[[ Given data open ]]

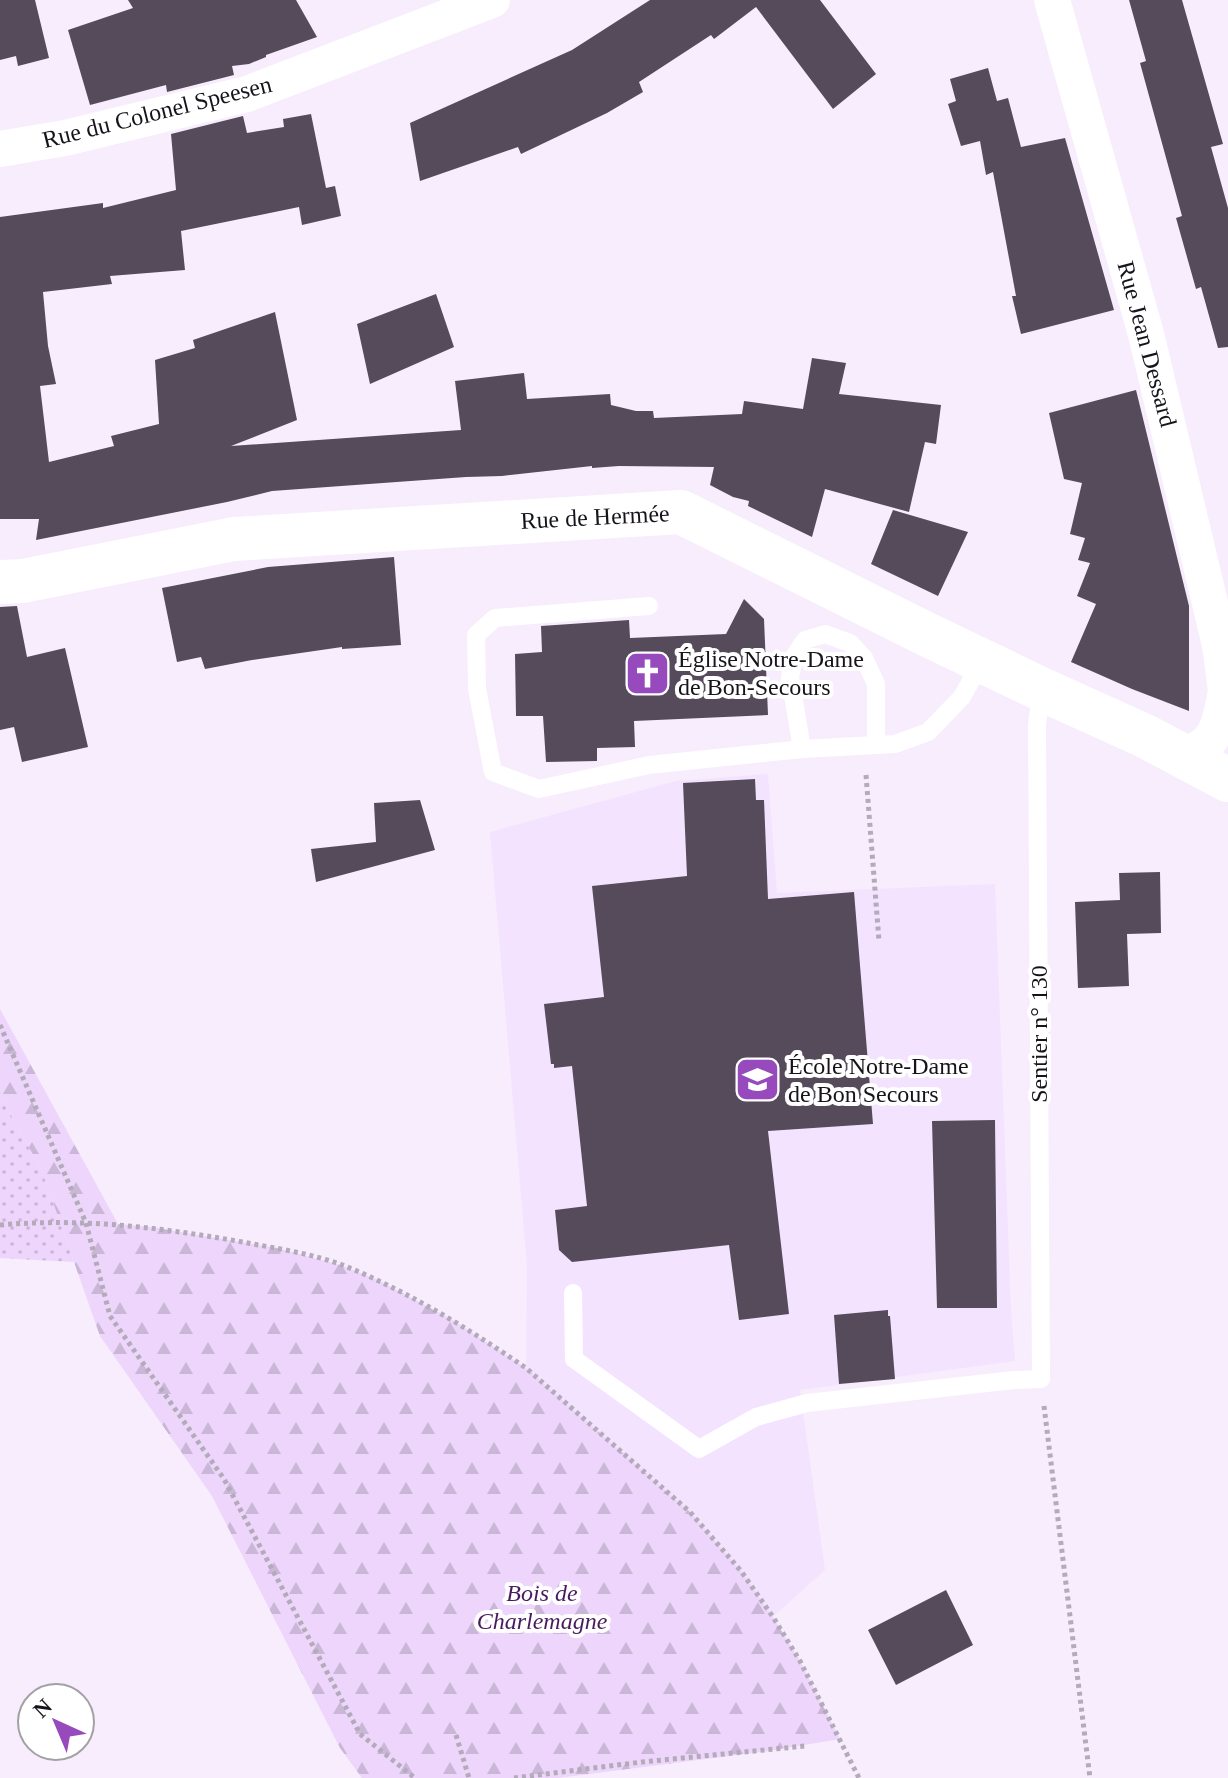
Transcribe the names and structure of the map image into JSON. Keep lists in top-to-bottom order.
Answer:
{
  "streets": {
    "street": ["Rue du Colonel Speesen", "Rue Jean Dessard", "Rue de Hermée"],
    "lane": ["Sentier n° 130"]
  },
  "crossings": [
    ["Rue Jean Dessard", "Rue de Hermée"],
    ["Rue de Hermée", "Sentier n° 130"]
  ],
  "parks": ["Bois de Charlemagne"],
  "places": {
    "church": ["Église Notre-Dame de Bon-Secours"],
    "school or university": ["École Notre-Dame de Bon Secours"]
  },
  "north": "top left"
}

[[ Given data closed ]]

◆ Work required
Go through the listing above and retype it exactly, skipping every picture.

◆ Task answer
Transcribe the names and structure of the map image into JSON. Keep lists in top-to-bottom order.
Answer:
{
  "streets": {
    "street": ["Rue du Colonel Speesen", "Rue Jean Dessard", "Rue de Hermée"],
    "lane": ["Sentier n° 130"]
  },
  "crossings": [
    ["Rue Jean Dessard", "Rue de Hermée"],
    ["Rue de Hermée", "Sentier n° 130"]
  ],
  "parks": ["Bois de Charlemagne"],
  "places": {
    "church": ["Église Notre-Dame de Bon-Secours"],
    "school or university": ["École Notre-Dame de Bon Secours"]
  },
  "north": "top left"
}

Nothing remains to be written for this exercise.